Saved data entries
******

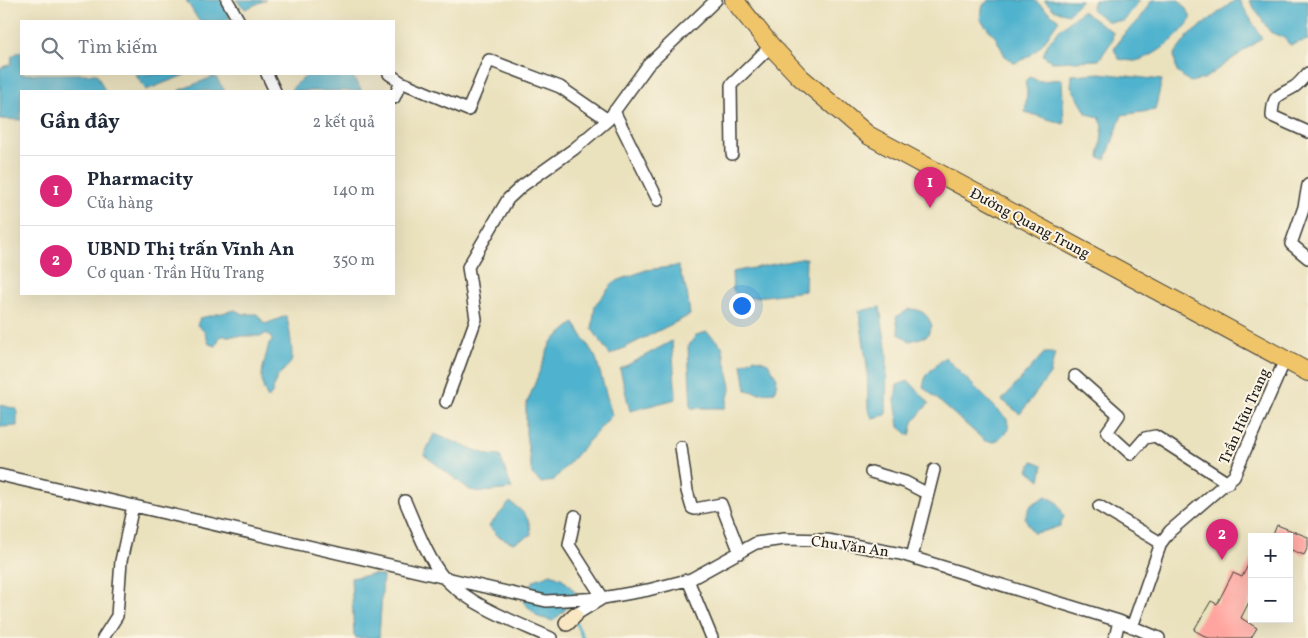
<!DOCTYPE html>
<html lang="vi">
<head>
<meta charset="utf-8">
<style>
	body { margin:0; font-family:Vollkorn,serif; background:#f6f6f7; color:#1f2937 }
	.controls { position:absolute; right:15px; bottom:15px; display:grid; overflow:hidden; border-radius:0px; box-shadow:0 5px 20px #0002 }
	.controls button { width:45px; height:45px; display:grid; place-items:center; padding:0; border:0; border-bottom:1px solid #e0e1e3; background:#fff; color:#1f2937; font:25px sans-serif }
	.you { position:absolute; left:741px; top:305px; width:18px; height:18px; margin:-12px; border:4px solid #fff; border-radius:50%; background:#1a73e8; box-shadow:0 0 0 8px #1a73e833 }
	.badge { display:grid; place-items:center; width:32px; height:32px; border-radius:50%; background:#db2777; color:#fff; font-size:16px; font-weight:700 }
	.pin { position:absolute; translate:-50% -41px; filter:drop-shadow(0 1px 2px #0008) }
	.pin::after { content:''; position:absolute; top:26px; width:18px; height:15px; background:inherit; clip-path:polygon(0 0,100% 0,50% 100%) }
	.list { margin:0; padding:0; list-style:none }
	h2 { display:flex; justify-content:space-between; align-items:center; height:65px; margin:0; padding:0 20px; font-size:21px }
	h2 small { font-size:16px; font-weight:400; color:#747a83 }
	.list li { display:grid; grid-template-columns:32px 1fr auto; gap:15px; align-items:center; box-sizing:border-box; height:70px; padding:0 20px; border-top:1px solid #e0e1e3 }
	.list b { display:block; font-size:19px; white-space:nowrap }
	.list p { margin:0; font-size:16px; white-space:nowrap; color:#747a83 }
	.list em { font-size:16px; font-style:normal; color:#747a83 }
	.icon { flex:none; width:28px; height:28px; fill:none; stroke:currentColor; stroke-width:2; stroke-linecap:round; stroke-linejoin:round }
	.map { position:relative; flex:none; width:1308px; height:638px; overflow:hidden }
	.search { position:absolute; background:#fff; box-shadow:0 5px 20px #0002; left:20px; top:20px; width:375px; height:55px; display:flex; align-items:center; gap:12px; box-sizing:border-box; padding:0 18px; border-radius:0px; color:#747a83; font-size:19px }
	.panel { position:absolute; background:#fff; box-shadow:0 5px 20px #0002; left:20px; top:90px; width:375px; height:205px; border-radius:0px }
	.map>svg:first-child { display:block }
</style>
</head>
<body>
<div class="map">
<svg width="1308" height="638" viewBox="0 0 1308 638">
	<rect width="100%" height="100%" fill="#fcf5e5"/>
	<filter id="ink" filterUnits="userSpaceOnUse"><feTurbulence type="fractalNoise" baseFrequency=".02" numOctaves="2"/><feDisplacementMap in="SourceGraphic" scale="10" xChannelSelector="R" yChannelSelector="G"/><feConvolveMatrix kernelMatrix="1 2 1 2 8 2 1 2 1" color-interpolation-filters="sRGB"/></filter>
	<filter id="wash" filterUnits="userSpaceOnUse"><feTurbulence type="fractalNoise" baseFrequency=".0096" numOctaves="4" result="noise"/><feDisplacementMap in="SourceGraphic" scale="20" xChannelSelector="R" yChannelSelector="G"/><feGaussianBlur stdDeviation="1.12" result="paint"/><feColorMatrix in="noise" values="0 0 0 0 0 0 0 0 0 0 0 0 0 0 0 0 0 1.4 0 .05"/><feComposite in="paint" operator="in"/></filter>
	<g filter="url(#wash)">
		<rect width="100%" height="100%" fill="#eae1bd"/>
		<path fill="#4fb2ce" stroke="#366775" d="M186,0H220L230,18L225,21H199Z
			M236,0H266L245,9Z
			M989,0H1034L1059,20C1045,40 1039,54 1015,63L1005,56L996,38L980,19L983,5Z
			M1044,0H1082L1068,14L1054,10Z
			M1094,0H1140L1124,21H1107L1091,9Z
			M1152,0H1179L1189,13L1191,19C1180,36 1156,57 1135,61C1130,61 1124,60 1119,59L1114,49L1122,36L1139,20Z
			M1235,0H1239L1262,38L1204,79L1190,82L1177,72L1174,55L1188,36Z
			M1249,0H1308V40L1290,45L1284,38L1270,32Z
			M1082,11L1113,32L1112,41L1099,60L1052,62L1043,55C1049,35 1067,24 1082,11Z
			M21,51V74H97L105,91H21V120L0,119V68L11,64L12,56Z
			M1100,73L1162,80L1155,110L1122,115L1106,159L1099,158L1103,126L1099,117L1087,114L1071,86L1072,75Z
			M135,74H187L146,90Z
			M311,74H351L362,91H290L299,81Z
			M215,76L225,91H178Z
			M1029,77L1040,81L1062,79L1064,124L1025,112L1027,92L1025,81Z
			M806,258L805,291L741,299L733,290L732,272Z
			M678,266L687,292L690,315L610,355L592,329L595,305L614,282L646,270Z
			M880,307L887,354L886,415L872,418L868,409L867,366L859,311Z
			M910,309C922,309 928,315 932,326L927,336L910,341L899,334L896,317Z
			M235,310L244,314H257L265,324L286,316C289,322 294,357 291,362C287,368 279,373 276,380C273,387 274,394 268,398C256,379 265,363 269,343L273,341L267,333L262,336H220L216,346L209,344L204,331L197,325L200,318Z
			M574,323L596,358L612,415L553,481L541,483L532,474L526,434V406L551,342Z
			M707,332L722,346L731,387L725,408H691L688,347L696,335Z
			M672,341L676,399L630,411L620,369Z
			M1044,353H1055L1050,374L1020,414L1002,400Z
			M945,357L1007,419L1009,430L995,442L985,441L923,387L926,375Z
			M755,358L768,363L777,378L775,392L759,393L746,390L742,364Z
			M909,381L929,403L913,422L910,436L899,427L895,401L897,385Z
			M0,405L17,409V426L0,427Z
			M434,434L488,455L500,456L512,489L482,492L470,490L424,455Z
			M1033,461L1043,465L1040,480L1028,470Z
			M1046,496L1057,502L1064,516L1060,526L1045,531L1033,533L1025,518L1031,505Z
			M510,502C523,511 531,518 531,535L513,543L498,536L489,526Z
			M374,574L383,576L379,638H356L354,635L351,578Z
			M551,574L563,579L576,593L566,609L553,621L538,617L523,602L534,580Z"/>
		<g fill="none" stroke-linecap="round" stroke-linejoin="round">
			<path stroke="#4fb2ce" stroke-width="3" d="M575,621L583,638"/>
		</g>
		<g id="blocks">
			<path fill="#ffa49f" d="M1277,525L1308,537V547L1304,555L1289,549V537H1272Z
				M1252,557V596L1241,618L1257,628L1251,638H1208L1194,630L1211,601L1217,604L1233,573L1242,577Z"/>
		</g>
	</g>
	<g filter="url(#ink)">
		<use href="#blocks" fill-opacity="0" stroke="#3b3a34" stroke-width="1"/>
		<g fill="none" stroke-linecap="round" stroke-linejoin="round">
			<g stroke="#3b3a34" stroke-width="14">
				<path id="street" d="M227,0L239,21
					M1308,73C1304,77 1299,84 1294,87C1277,97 1273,94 1272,116L1308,132
					M267,74L275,91
					M389,74L401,82L468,110L489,60L560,87L608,120
					M394,98L401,82
					M614,111L658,200
					M732,154L731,85L771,46
					M1308,185L1304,207L1291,244L1308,258
					M1075,376L1119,415L1107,432L1131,454L1145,438L1155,436L1228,483
					M446,402L476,319L468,267L508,199L522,186L574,149L608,120L648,65L716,0
					M681,447L687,491L692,508L695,509L721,504L740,553
					M871,472L905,482L928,494
					M0,475L546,601L603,598L569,545L575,516
					M405,501C414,522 429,562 445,579C473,607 516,622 551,638
					M1099,506L1161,543
					M912,557L934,470
					M688,580L712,638
					M575,615L603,598L648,590L691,579L756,543L784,539L827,540L901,554L1119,621L1159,638
					M1132,627L1161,543L1170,531L1234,476L1285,360
					M103,638L117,616L121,561L133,506
					M1115,638L1119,621"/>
			</g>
			<g stroke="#3b3a34" stroke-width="18">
				<path id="secondary" d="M567,623L575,615"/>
			</g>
			<g stroke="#3b3a34" stroke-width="20">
				<path id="primary" d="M734,0L771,46L800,77L868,135L1308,372"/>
			</g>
			<use href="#street" stroke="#fff" stroke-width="11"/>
			<use href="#secondary" stroke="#f9e7c3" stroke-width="15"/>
			<use href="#primary" stroke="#f0c469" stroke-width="18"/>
		</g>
	</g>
	<g text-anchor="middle" stroke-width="4" stroke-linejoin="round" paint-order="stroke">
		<g font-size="15" fill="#1c1c1c" stroke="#fcf5e5">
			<text transform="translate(1030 223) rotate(28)" y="5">Đường Quang Trung</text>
			<text transform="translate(1244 416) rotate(-66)" y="5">Trần Hữu Trang</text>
			<text transform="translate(850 546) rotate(8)" y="5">Chu Văn An</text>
		</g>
	</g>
</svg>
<div class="controls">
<button>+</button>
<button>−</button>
</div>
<div class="you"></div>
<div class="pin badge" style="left:930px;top:208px">1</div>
<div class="pin badge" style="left:1222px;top:560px">2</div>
<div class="search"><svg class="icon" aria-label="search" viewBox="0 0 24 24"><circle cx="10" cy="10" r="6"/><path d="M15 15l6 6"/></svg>Tìm kiếm</div>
<section class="panel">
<h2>Gần đây<small>2 kết quả</small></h2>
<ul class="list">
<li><span class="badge">1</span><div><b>Pharmacity</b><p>Cửa hàng</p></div><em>140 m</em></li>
<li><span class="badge">2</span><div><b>UBND Thị trấn Vĩnh An</b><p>Cơ quan · Trần Hữu Trang</p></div><em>350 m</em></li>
</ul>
</section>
</div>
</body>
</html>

******

» Task brief
Go to the line holding "<button>+</button>" in the entries above and return it, along with every line after it, exactly as written.

» Solution below
<button>+</button>
<button>−</button>
</div>
<div class="you"></div>
<div class="pin badge" style="left:930px;top:208px">1</div>
<div class="pin badge" style="left:1222px;top:560px">2</div>
<div class="search"><svg class="icon" aria-label="search" viewBox="0 0 24 24"><circle cx="10" cy="10" r="6"/><path d="M15 15l6 6"/></svg>Tìm kiếm</div>
<section class="panel">
<h2>Gần đây<small>2 kết quả</small></h2>
<ul class="list">
<li><span class="badge">1</span><div><b>Pharmacity</b><p>Cửa hàng</p></div><em>140 m</em></li>
<li><span class="badge">2</span><div><b>UBND Thị trấn Vĩnh An</b><p>Cơ quan · Trần Hữu Trang</p></div><em>350 m</em></li>
</ul>
</section>
</div>
</body>
</html>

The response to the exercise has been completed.